Anyway, that’s the plan for this year. Here though is my best of the year just gone. My top choice of the year is at the end but otherwise these are in the order I read them.

Best book that shouldn’t really be on the list: The Gate of Angels, by Penelope Fitzgerald

My best books of 2022

I loved this, but then I’m not sure there’s any Fitzgerald’s I haven’t loved. I also read her At Freddie’s this year which I think is actually in many ways the better book, and should really be on the list instead of this one. This though won the prize for its mix of innocence and romance and as ever very dry humor. A gem.

Best Renaissance romance: Tell them of Battles, Kings and Elephants, by Matthias Enard (translated by Charlotte Mandell)

My best books of 2022

Of course it’s not really a romance in any meaningful sense at all. I just adore alliteration. Instead it’s another Enardian exploration of the gulfs between east and west and between people, here told through the lens of an imagined trip by Michelangelo to Constantinople. Brilliant, and also bitesize which makes it not a bad Enard entry point.

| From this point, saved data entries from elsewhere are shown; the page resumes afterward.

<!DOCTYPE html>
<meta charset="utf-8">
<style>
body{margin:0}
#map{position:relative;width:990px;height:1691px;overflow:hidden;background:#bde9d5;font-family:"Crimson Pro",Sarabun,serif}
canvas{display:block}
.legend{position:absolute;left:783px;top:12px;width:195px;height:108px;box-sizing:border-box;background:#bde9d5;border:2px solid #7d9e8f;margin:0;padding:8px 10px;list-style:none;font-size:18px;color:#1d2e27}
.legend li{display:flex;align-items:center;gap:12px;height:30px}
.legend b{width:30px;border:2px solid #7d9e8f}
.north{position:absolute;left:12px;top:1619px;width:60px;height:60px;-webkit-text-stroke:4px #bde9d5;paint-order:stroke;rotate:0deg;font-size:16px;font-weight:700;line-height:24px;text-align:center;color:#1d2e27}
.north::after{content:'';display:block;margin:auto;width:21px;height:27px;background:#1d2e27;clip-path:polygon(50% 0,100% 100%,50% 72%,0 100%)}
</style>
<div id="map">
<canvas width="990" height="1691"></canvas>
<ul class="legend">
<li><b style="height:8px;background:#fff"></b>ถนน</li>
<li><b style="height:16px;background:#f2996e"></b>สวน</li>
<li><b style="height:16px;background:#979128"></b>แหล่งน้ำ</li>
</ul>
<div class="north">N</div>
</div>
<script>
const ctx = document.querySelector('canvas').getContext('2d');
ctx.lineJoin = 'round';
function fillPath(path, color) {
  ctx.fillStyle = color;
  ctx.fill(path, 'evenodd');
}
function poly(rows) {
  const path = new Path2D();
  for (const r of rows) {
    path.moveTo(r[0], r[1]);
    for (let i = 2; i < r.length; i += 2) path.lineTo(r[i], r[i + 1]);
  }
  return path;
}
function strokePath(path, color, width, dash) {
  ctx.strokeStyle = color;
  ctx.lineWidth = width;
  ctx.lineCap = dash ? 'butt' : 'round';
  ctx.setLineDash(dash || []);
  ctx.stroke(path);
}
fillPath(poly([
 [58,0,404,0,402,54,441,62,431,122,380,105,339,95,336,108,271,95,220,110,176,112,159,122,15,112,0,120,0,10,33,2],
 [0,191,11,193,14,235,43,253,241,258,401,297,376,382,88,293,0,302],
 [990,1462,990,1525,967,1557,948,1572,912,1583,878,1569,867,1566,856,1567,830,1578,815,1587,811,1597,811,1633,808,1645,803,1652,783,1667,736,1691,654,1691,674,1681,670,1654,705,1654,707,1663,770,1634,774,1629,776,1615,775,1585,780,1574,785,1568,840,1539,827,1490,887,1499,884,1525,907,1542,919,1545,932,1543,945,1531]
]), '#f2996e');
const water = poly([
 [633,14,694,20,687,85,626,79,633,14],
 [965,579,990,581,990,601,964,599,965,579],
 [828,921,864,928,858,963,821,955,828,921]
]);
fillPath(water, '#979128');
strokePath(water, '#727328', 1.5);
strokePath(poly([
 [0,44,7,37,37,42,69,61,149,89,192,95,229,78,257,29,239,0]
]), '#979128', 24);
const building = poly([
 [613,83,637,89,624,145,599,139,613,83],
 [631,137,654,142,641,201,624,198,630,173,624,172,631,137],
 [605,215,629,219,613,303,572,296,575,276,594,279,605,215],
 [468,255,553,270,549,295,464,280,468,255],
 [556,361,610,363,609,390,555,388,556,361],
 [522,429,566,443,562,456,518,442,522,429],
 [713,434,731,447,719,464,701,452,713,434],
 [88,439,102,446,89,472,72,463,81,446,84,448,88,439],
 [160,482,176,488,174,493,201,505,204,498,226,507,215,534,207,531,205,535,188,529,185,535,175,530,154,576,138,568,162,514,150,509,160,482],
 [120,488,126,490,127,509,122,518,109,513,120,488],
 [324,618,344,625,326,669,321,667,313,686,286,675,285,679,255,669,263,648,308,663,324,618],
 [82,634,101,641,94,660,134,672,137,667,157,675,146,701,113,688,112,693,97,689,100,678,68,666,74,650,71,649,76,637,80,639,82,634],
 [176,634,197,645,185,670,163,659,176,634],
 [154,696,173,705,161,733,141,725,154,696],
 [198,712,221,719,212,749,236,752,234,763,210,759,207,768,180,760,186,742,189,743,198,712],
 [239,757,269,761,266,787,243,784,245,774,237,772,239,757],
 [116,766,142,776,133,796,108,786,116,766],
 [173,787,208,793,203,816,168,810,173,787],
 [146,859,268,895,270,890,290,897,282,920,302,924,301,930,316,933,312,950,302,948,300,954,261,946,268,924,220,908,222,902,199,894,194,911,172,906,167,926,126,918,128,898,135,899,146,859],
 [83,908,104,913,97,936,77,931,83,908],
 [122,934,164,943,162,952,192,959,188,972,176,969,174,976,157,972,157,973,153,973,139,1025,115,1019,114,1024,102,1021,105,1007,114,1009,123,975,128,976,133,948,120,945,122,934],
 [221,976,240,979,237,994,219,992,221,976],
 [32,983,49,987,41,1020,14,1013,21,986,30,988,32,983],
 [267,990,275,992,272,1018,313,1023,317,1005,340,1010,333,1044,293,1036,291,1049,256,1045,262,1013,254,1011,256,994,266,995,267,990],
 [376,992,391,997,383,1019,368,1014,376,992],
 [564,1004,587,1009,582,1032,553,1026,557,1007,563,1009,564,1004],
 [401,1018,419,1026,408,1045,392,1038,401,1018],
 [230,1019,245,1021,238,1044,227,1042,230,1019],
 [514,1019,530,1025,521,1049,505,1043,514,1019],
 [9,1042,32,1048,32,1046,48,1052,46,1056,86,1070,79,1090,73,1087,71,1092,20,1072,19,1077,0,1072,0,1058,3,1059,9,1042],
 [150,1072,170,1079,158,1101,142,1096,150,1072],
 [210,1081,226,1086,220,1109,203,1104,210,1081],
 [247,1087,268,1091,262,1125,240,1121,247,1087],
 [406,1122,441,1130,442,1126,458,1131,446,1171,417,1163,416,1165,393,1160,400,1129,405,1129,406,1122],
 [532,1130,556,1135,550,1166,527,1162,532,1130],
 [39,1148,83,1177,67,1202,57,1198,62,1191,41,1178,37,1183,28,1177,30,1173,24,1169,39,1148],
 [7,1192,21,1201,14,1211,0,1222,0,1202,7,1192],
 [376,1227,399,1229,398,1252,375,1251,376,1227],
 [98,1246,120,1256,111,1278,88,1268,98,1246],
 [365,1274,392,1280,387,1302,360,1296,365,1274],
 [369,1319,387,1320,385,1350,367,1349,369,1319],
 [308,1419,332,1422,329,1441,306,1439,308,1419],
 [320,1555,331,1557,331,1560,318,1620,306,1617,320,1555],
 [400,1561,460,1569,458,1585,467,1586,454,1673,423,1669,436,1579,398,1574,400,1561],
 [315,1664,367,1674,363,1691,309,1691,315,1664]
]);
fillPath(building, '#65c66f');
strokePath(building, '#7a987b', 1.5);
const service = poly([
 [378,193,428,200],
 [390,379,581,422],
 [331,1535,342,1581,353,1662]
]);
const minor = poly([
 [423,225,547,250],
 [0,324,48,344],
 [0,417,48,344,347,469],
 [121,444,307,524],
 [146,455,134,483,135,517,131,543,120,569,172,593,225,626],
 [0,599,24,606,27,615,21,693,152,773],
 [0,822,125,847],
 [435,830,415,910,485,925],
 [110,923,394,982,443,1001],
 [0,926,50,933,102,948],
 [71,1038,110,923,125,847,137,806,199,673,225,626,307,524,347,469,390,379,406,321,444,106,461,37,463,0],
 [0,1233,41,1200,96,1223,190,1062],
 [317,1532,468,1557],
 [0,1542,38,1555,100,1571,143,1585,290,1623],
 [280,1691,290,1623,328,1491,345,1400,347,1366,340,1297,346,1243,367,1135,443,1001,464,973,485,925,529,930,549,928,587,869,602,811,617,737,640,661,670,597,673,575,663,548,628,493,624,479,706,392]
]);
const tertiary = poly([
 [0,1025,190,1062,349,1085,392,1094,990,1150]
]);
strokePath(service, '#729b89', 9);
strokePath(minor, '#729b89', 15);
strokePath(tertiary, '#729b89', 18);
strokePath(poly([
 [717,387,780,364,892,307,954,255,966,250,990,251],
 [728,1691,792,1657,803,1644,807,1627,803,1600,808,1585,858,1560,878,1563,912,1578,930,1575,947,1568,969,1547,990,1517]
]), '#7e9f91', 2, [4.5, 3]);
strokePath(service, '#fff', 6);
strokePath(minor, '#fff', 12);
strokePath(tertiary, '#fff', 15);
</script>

Best mixed audio/text experience: Border, by Kapka Kassabova

My best books of 2022

I read three books last year that I had both on kindle and audible. Sometimes I actually read, sometimes I listened while walking. It wouldn’t work for everything but when it does it works pretty well.

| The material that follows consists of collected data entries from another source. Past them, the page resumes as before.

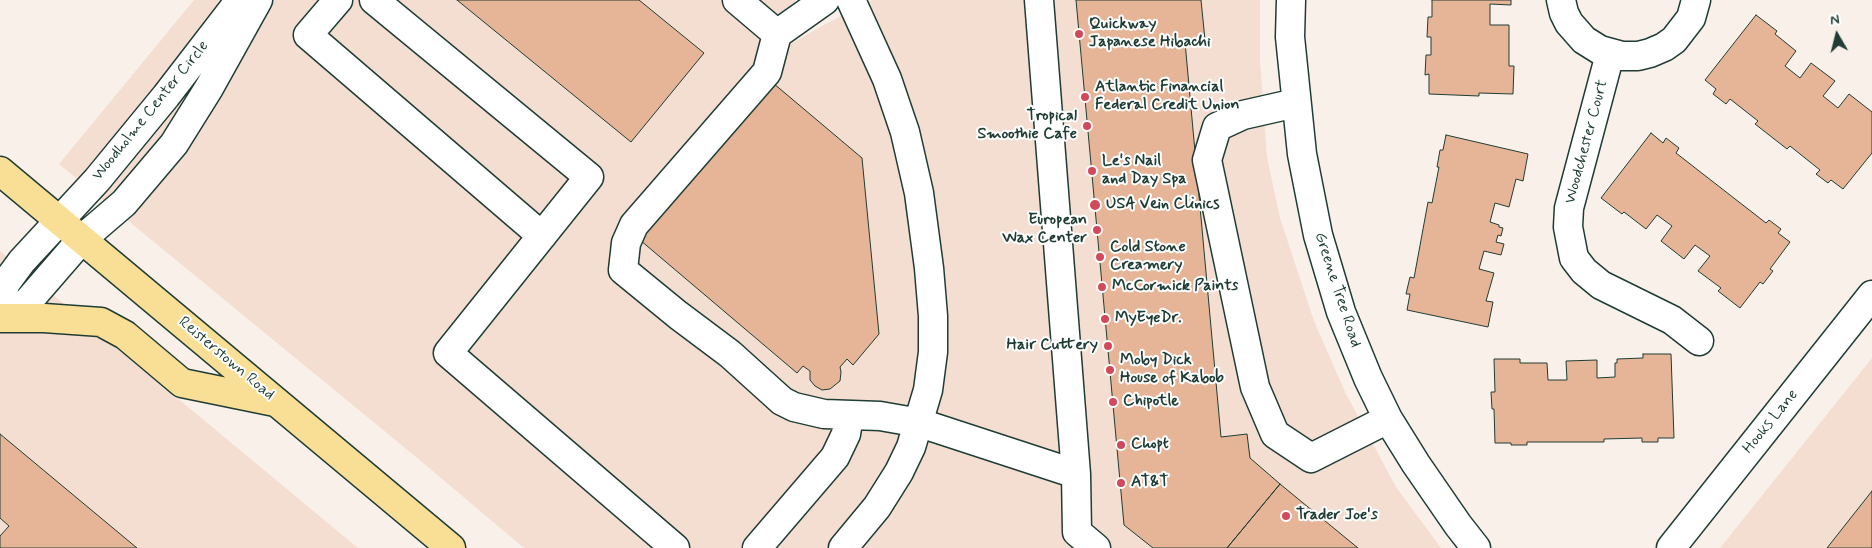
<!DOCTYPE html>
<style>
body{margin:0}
#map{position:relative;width:1872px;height:548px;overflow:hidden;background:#faf0ea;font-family:Mynerve,sans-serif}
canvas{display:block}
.north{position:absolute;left:1812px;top:10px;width:50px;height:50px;-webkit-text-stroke:4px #fff;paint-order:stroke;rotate:352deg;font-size:14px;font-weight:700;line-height:20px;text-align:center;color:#1f3d34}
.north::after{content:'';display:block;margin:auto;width:18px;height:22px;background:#1f3d34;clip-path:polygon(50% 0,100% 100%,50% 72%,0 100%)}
</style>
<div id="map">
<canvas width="1872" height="548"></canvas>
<div class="north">N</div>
</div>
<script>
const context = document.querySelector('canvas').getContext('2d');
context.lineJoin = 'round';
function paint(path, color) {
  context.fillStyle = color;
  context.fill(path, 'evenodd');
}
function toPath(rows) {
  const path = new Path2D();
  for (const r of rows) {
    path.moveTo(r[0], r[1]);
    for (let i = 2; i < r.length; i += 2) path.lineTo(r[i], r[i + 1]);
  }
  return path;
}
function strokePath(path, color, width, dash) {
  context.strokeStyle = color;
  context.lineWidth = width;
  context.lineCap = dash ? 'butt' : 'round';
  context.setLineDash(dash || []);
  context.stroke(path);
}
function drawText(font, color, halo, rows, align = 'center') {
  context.font = font + ' Mynerve,sans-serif';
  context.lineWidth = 4;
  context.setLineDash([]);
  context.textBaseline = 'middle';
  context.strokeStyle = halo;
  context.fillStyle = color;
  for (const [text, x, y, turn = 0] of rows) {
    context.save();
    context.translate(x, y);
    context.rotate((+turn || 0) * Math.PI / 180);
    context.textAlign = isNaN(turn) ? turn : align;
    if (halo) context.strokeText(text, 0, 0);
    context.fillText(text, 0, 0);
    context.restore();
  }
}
const built = toPath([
 [194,0,796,0,756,64,822,26,872,0,1260,0,1260,61,1267,157,1280,218,1314,321,1345,392,1396,487,1441,548,524,548,416,457,59,164],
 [0,251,358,548,0,548],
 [1872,358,1872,548,1720,548]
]);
const building = toPath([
 [457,0,639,0,704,53,631,142,457,0],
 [1076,0,1201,0,1205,40,1185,42,1221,437,1247,434,1250,458,1280,484,1227,548,1153,548,1124,525,1076,0],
 [1432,0,1511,0,1511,5,1490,4,1490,25,1509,25,1509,66,1514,66,1513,94,1479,93,1479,96,1429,94,1429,74,1425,75,1426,55,1431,55,1431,37,1427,37,1428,17,1432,17,1432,0],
 [1756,15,1777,31,1775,34,1796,51,1785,66,1800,78,1811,63,1835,81,1823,96,1838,108,1849,94,1872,112,1872,153,1843,189,1831,180,1828,183,1816,174,1820,170,1790,146,1787,149,1755,124,1758,121,1730,99,1726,104,1713,94,1716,89,1705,80,1756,15],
 [773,83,862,158,879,334,853,365,847,359,840,367,841,372,840,381,830,389,822,390,815,386,810,380,810,371,803,366,797,373,640,240,773,83],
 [1651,133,1663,143,1666,138,1679,148,1676,153,1766,223,1769,220,1781,229,1778,233,1790,242,1770,269,1773,271,1763,284,1760,282,1740,308,1718,291,1721,288,1698,271,1710,256,1695,245,1684,259,1661,241,1672,226,1657,215,1646,229,1624,212,1622,214,1601,198,1651,133],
 [1446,135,1528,154,1523,181,1516,179,1509,207,1495,203,1490,222,1499,225,1499,227,1503,228,1501,236,1498,235,1496,242,1504,244,1501,255,1484,251,1479,269,1494,273,1486,301,1493,302,1488,327,1407,310,1410,294,1406,294,1410,277,1414,278,1428,202,1432,203,1439,167,1437,167,1440,150,1443,150,1446,135],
 [1643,354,1671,354,1674,438,1658,438,1658,442,1642,442,1642,438,1604,439,1604,442,1527,442,1527,445,1511,445,1511,443,1495,443,1494,409,1492,409,1491,392,1495,392,1494,359,1520,359,1520,363,1547,363,1548,380,1567,380,1566,361,1597,360,1597,378,1615,377,1615,363,1617,363,1617,359,1643,358,1643,354],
 [0,434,137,548,0,548,0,536,9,526,0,518,0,434],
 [1280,484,1358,548,1227,548,1280,484],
 [1872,491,1872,548,1827,548,1872,491]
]);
const minor = toPath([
 [338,0,308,35,542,236],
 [374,0,589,177,448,353,675,548],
 [737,0,777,34,825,0],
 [1039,0,1076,474,1077,532,1096,548],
 [1291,0,1290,37,1302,154,1318,235,1341,312,1368,378,1388,419,1416,464,1458,525,1476,548],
 [1561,0,1564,13,1569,23,1584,40,1600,50,1622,56,1638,56,1650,53,1664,47,1674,40,1691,18,1696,0],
 [777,34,767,72,634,225,626,243,623,270,678,315,730,354,782,401,794,407,824,414,880,416,920,423,1076,474],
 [1610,54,1569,208,1568,227,1574,258,1584,271,1601,285,1672,320,1699,341],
 [1296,103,1243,115,1217,127,1207,160,1255,387,1275,434,1311,458,1388,419],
 [0,307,5,284,22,261,97,180,166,96,240,0],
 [0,317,24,306,82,239,124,203,174,144,209,88,258,0],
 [757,548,835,457,846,434,849,415],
 [843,548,877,507,899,472,911,447,928,390,933,352,933,316,929,268,919,193,905,132,887,79,851,0],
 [1671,548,1872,295]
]);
const major = toPath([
 [0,171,451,548],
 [0,318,44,318,101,322,125,335,182,383,275,402]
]);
const markers = [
 [1079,34,5,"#d1495b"],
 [1085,97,5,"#d1495b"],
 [1087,126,5,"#d1495b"],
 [1092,171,5,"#d1495b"],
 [1095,205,6,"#d1495b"],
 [1097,230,5,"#d1495b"],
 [1100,257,5,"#d1495b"],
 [1102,287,5,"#d1495b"],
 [1105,319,5,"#d1495b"],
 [1108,346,5,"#d1495b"],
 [1110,370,5,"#d1495b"],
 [1113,402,5,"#d1495b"],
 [1121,445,5,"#d1495b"],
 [1121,483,5,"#d1495b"],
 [1286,516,5,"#d1495b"]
];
const poiNames = [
 ["Quickway",1089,25],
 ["Japanese Hibachi",1089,43],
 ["Atlantic Financial",1095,88],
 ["Federal Credit Union",1095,106],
 ["Tropical",1077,117,"right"],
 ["Smoothie Cafe",1077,135,"right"],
 ["Le's Nail",1102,162],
 ["and Day Spa",1102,180],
 ["USA Vein Clinics",1106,205],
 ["European",1087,221,"right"],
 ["Wax Center",1087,239,"right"],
 ["Cold Stone",1110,248],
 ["Creamery",1110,266],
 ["McCormick Paints",1112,287],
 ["MyEyeDr.",1115,319],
 ["Hair Cuttery",1098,346,"right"],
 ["Moby Dick",1120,361],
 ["House of Kabob",1120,379],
 ["Chipotle",1123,402],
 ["Chopt",1131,445],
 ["AT&T",1131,483],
 ["Trader Joe's",1296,516]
];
const streetNames = [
 ["Woodholme Center Circle",151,111,-51],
 ["Woodchester Court",1587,142,-75],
 ["Greene Tree Road",1337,290,72],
 ["Reisterstown Road",226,359,40],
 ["Hooks Lane",1771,422,-51]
];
paint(built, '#f4ded1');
paint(building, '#e6b597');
strokePath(building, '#1f3d34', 1);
strokePath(minor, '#1f3d34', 31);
strokePath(major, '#1f3d34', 31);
strokePath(minor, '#fff', 28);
strokePath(major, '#f9df96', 28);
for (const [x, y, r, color] of markers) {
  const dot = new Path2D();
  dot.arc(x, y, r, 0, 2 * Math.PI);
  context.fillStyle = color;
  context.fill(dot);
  strokePath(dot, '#fff', 2);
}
drawText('bold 16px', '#1f3d34', '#fff', poiNames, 'left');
drawText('16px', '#1f3d34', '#fff', streetNames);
</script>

This is non-fiction, a travelogue exploring the history, folklore and complex present of the Bulgarian borderlands. It’s very good, not what I’d normally read but even so I plan to read more by Kassabova.

Best book most people wouldn’t read if it weren’t by Ernaux: Happening, by Annie Ernaux (translated by Tanya Leslie)

My best books of 2022

What is there to say on this one? An unflinching report of an illegal abortion that Ernaux had as a young woman. It’s unsentimental but not unsympathetic and for me easily one of Ernaux’s best. I know the topic is difficult but this really is excellent.

Best book I didn’t think would be on this list: Cold Enough for Snow, by Jessica Au

My best books of 2022

I found this a bit slight when I first read it, but it’s held up well in memory. It’s beautifully written with a little but not too much ambiguity. It’s a lovely exploration of a mother-daughter relationship and overall very atmospheric. A slow burner but a keeper.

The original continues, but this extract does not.